▸ **YOUR ASSIGNMENT**: Whenever a line in the entries below contains the string "canvas", copy that line.

[RECORDED DATA — start]

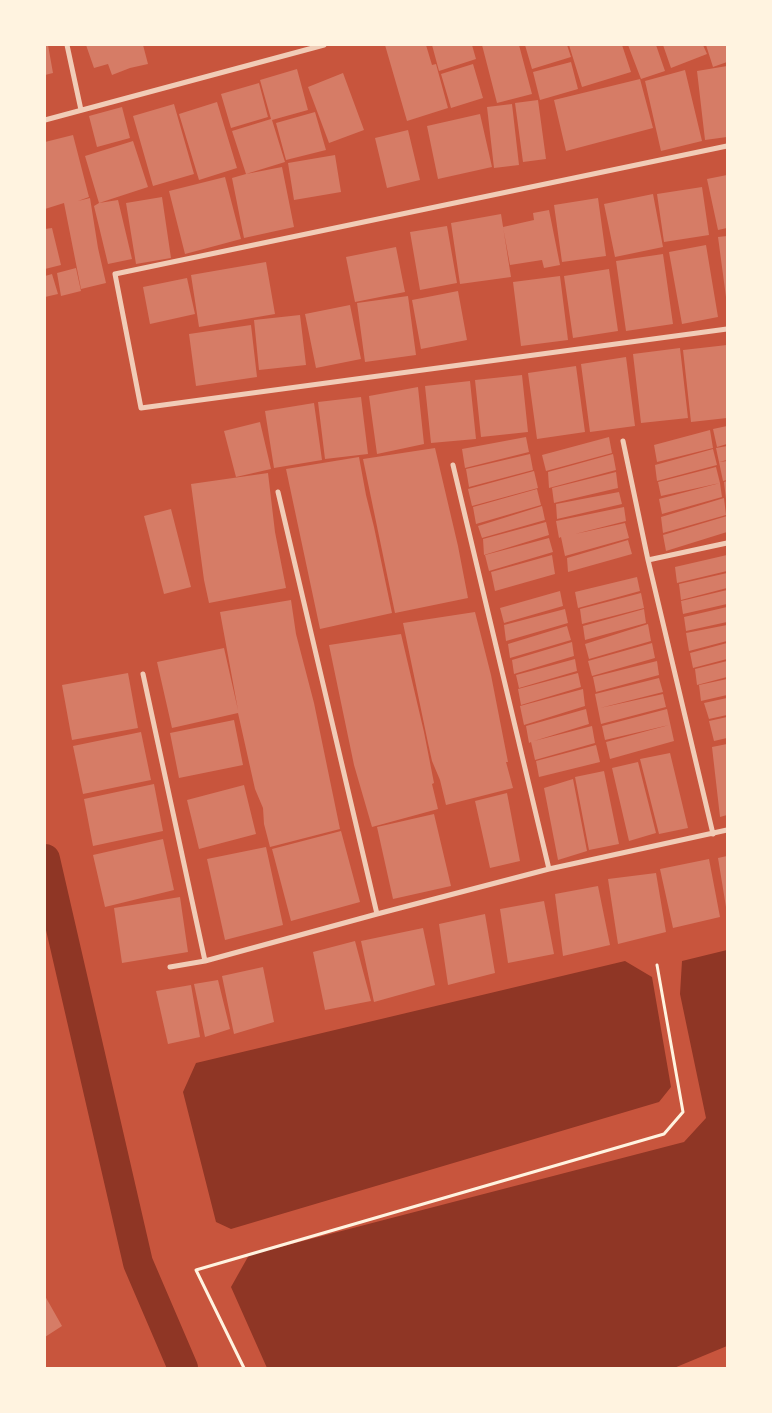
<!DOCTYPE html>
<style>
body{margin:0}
#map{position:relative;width:772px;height:1413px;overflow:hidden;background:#c8553d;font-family:Arial,sans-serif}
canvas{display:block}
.frame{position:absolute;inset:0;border:46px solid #fff3e0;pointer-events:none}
</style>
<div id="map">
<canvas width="772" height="1413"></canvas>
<div class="frame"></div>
</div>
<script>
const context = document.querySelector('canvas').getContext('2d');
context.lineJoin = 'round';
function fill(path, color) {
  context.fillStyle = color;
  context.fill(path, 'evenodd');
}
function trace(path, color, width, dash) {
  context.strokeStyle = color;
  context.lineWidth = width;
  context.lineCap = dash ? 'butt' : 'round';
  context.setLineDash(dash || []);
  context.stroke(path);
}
fill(new Path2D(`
 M727,950V1346L674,1368H267L231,1287L249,1255L684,1142L706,1118L680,994L682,961Z
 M625,961L652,977L671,1087L659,1102L231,1229L216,1222L183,1092L196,1063Z`), '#8f3625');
trace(new Path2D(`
 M45,859L138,1263L183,1368`), '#8f3625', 30);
fill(new Path2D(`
 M45,45H48L53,73L45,75Z
 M86,45H143L148,64L130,68L112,75L108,64L94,68Z
 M385,45H426L432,65L436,64L448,108L407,121Z
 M432,45H472L476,59L439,71Z
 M482,45H519L532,94L497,103Z
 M525,45H567L571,57L532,69Z
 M569,45H622L631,72L582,87Z
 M628,45H656L665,71L641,79Z
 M663,45H703L707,54L671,68Z
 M706,45H727V62L713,67Z
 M571,62L578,89L540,100L533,72Z
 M473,64L483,98L451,108L441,74Z
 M727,66V137L705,140L697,71Z
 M297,69L308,110L272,120L285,162L246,174L282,167L294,227L244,238L232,178L246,174L232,131L271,119L260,80Z
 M685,70L702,141L661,151L645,81Z
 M343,73L364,130L329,143L308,87Z
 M640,79L653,128L566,151L554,100Z
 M259,83L268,117L231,128L221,94Z
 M538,100L546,159L523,162L515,103Z
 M217,102L237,168L199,180L179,114Z
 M174,104L194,174L153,186L133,116Z
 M512,104L519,165L494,168L487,107Z
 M122,107L130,138L97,147L89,116Z
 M315,112L326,150L286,160L276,123Z
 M480,114L492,167L438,179L427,126Z
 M408,130L420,180L387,188L375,138Z
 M73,135L89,197L78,201L90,198L98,248L106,283L81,289L64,203L45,209V142Z
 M133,141L148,187L99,203L85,156Z
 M335,155L341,192L294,200L288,163Z
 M727,175V228L718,230L707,179Z
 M225,177L241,239L185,254L169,191Z
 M702,187L709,235L664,242L657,194Z
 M653,194L663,247L615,257L604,204Z
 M162,197L171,258L136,264L126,203Z
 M598,198L606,256L562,262L554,205Z
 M118,200L132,259L108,264L94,206L99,203Z
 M549,210L560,265L544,268L542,260L510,265L503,227L534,220L533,213Z
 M501,214L511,277L460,284L451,223Z
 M447,226L457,283L420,290L410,232Z
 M52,228L61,265L45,269V229Z
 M727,236V297H726L718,237Z
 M706,245L718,317L682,324L669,252Z
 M396,247L405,292L355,302L346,257Z
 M663,254L673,324L626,331L616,261Z
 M266,262L275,314L199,327L191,275Z
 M76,268L81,291L61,296L57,273Z
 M609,269L618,331L573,338L564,276Z
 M52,274L58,294L45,297V276Z
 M560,276L568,340L521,346L513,282Z
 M187,278L195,314L150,324L143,287Z
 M458,291L467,340L421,349L412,300Z
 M408,296L416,355L365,362L357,303Z
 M350,305L361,359L316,368L305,314Z
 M300,315L306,365L259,370L254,320Z
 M251,325L257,377L196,386L189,334Z
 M727,345V418L691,422L683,350Z
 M680,348L688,418L641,423L633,354Z
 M626,357L635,426L590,432L581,364Z
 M576,366L585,432L537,439L528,373Z
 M522,375L528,432L481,437L475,380Z
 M470,381L476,439L431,443L425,386Z
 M418,387L424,444L377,454L369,396Z
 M361,397L368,454L325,459L318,402Z
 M314,403L322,460L274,468L265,411Z
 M260,422L271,469L236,477L224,431Z
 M727,426V444L717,447L713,429Z
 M710,430L713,448L657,462L654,445Z
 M526,437L529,452L465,468L462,449Z
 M609,437L612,453L546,471L542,455Z
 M727,446V460L719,462L716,448Z
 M435,448L458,546L468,598L395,613L363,459Z
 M713,449L717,465L657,481L655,465Z
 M530,454L533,470L469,487L466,469Z
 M613,454L616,470L549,488L548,472Z
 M359,457L366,495L374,527L392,613L320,629L286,469Z
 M727,461V480L723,481L719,462Z
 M716,467L720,483L661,496L658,482Z
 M534,471L538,488L472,506L468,489Z
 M616,472L618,488L554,503L552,488Z
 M268,473L275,532L286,588L209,603L204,580L191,484Z
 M727,481V499H726L724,482Z
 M720,483L722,497L662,514L659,499Z
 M537,489L541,505L476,524L473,507Z
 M619,492L622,504L557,519L556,504Z
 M724,498L726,515L663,533L661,517Z
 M542,506L545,520L482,538L478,526Z
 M624,507L626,521L575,534L625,523L629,538L565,556L561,537L559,538L556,521Z
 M171,509L191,587L164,594L144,516Z
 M727,516V532L666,551L663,535Z
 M546,522L549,535L484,555L483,539Z
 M549,538L553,552L489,571L485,555Z
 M628,540L632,554L568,572L567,558Z
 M552,555L555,574L495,591L491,572Z
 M727,555V571L677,583L675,567Z
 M727,573V588L681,600L679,584Z
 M637,577L640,591L578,608L575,592Z
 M727,590V604L683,614L681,601Z
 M560,591L563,606L504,623L500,608Z
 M641,593L644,608L582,624L580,609Z
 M291,600L296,634L314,703L340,829L270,847L264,824L263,808L255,789L238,713L172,728L157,662L224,648L238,710L220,612Z
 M727,607V622L686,631L684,617Z
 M565,609L568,623L506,641L504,625Z
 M644,609L646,623L585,640L583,626Z
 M475,612L491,675L508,762H506L513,788L446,805L440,780L432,761L428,743L403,623Z
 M648,624L651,641L589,659L585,644Z
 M727,625V641L689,651L686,633Z
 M567,626L571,640L510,658L508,644Z
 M401,634L424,732L434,783L432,784L438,809L372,827L354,765L329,645Z
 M572,642L574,656L514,674L512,660Z
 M652,643L655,658L592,676L588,661Z
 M727,643V659L693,668L690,653Z
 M575,659L577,671L519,688L516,675Z
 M657,661L659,675L596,692L593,677Z
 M727,661V677L697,685L695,669Z
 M128,673L138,728L72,740L62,685Z
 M578,673L581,687L521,705L518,689Z
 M659,678L663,692L600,708L663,694L666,707L601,724L595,694Z
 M727,679V695L701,701L699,685Z
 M583,689L585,706L524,725L520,706Z
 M727,698V715L709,719L704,703Z
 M586,709L589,724L534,741L592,726L595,743L535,760L531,742L529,743L526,726Z
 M667,709L674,741L610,759L606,742L669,725L605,740L602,726Z
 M727,717V738L714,741L709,721Z
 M234,720L243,765L179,778L170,733Z
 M141,732L151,780L83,794L73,746Z
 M727,744V815L720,817L712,747Z
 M596,745L600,762L539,777L536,761Z
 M670,753L688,828L659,834L640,759Z
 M638,762L656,833L629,841L612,768Z
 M604,771L619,844L589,850L575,777Z
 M573,779L587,851L558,860L544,788Z
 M154,784L163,831L93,846L84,799Z
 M244,785L256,834L199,849L187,800Z
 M507,793L520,861L490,868L475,801Z
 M434,814L451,886L393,899L377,827Z
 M341,831L360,902L291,921L272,849Z
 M163,839L174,890L105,907L93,855Z
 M266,847L283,925L225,940L207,859Z
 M727,856V907H726L718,858Z
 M709,859L720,917L673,928L660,869Z
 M656,873L666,932L618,944L608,879Z
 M598,886L610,945L563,956L555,894Z
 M180,897L188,952L122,963L114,908Z
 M544,901L554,954L508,963L500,909Z
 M485,914L495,973L448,985L439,924Z
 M423,928L435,985L374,1002L361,941Z
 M355,941L371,1001L325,1010L313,952Z
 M263,967L274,1022L234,1034L222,976Z
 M218,980L230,1029L205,1037L194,984Z
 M191,985L200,1037L168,1044L156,991Z
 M45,1296L62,1326L45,1337Z`), '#d67c66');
trace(new Path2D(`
 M244,1368L196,1270L664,1134L683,1112L657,965`), '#fff3e0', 3);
trace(new Path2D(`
 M67,45L81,110
 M45,120L324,45
 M727,146L115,274L141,408L727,329
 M623,441L648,560L713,834
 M453,465L549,869
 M278,492L377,914
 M648,560L727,543
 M143,674L205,961
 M170,967L205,961L377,914L549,869L727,830`), '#f1ccb7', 5);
</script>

[RECORDED DATA — finish]

▸ **RESULT FOR THIS EXERCISE**:
canvas{display:block}
<canvas width="772" height="1413"></canvas>
const context = document.querySelector('canvas').getContext('2d');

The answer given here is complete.